## Exercise
Count every line in the data below that includes "lists", and give only the result.

[Stored items]
◇ ◇ ◇
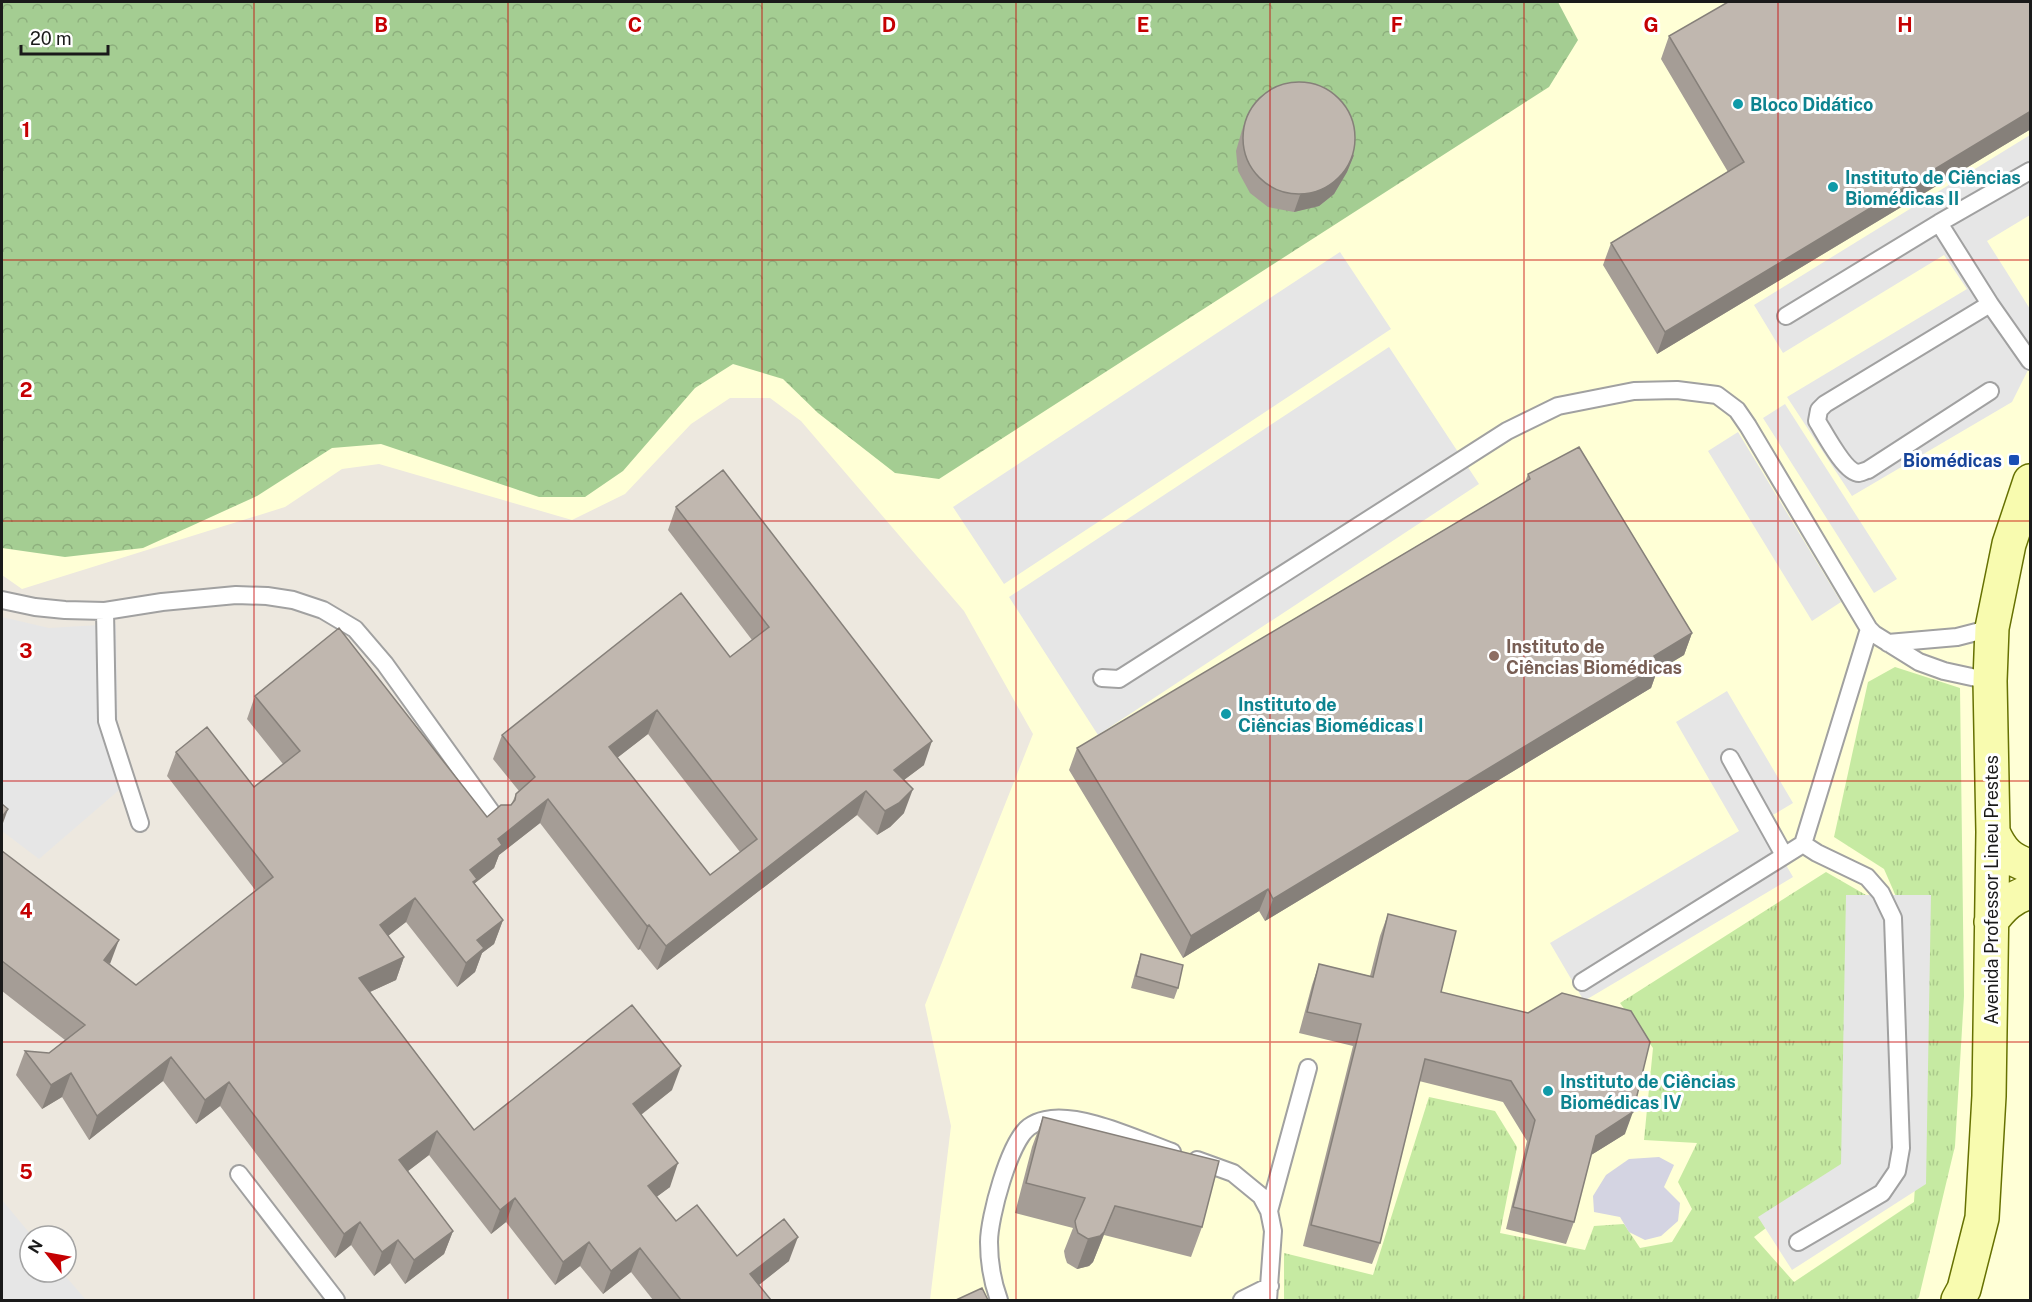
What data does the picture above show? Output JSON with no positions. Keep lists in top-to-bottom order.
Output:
{
  "streets": {
    "main road": ["Avenida Professor Lineu Prestes"]
  },
  "places": {
    "other": [
      "Bloco Didático",
      "Instituto de Ciências Biomédicas II",
      "Instituto de Ciências Biomédicas",
      "Instituto de Ciências Biomédicas I",
      "Instituto de Ciências Biomédicas IV"
    ],
    "transit": ["Biomédicas"]
  },
  "scale_bar": "20 m",
  "north": "top left",
  "grid": {
    "columns": [
      "B",
      "C",
      "D",
      "E",
      "F",
      "G",
      "H"
    ],
    "rows": [
      "1",
      "2",
      "3",
      "4",
      "5"
    ]
  }
}
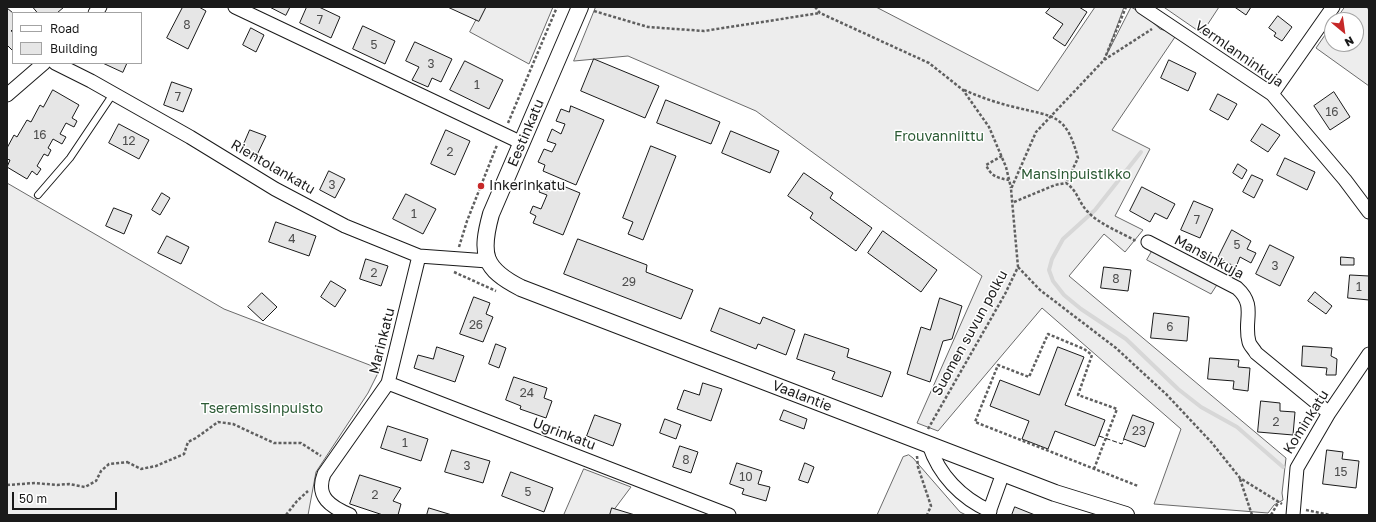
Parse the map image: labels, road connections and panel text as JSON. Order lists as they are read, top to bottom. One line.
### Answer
{"streets":{"street":["Vermlanninkuja","Eestinkatu","Rientolankatu","Mansinkuja","Marinkatu","Vaalantie","Kominkatu","Ugrinkatu"],"path":["Suomen suvun polku"]},"crossings":[["Eestinkatu","Rientolankatu"],["Eestinkatu","Vaalantie"],["Rientolankatu","Marinkatu"],["Rientolankatu","Vaalantie"],["Mansinkuja","Kominkatu"],["Marinkatu","Ugrinkatu"]],"parks":["Frouvanniittu","Mansinpuistikko","Tseremissinpuisto"],"places":["Inkerinkatu"],"house_numbers":["7","8","5","3","1","7","16","16","12","2","3","1","7","4","5","3","2","8","29","1","26","6","24","2","23","1","8","3","15","10","5","2"],"legend":["Road","Building"],"scale_bar":"50 m","north":"bottom right"}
◇ ◇ ◇
## Task result
2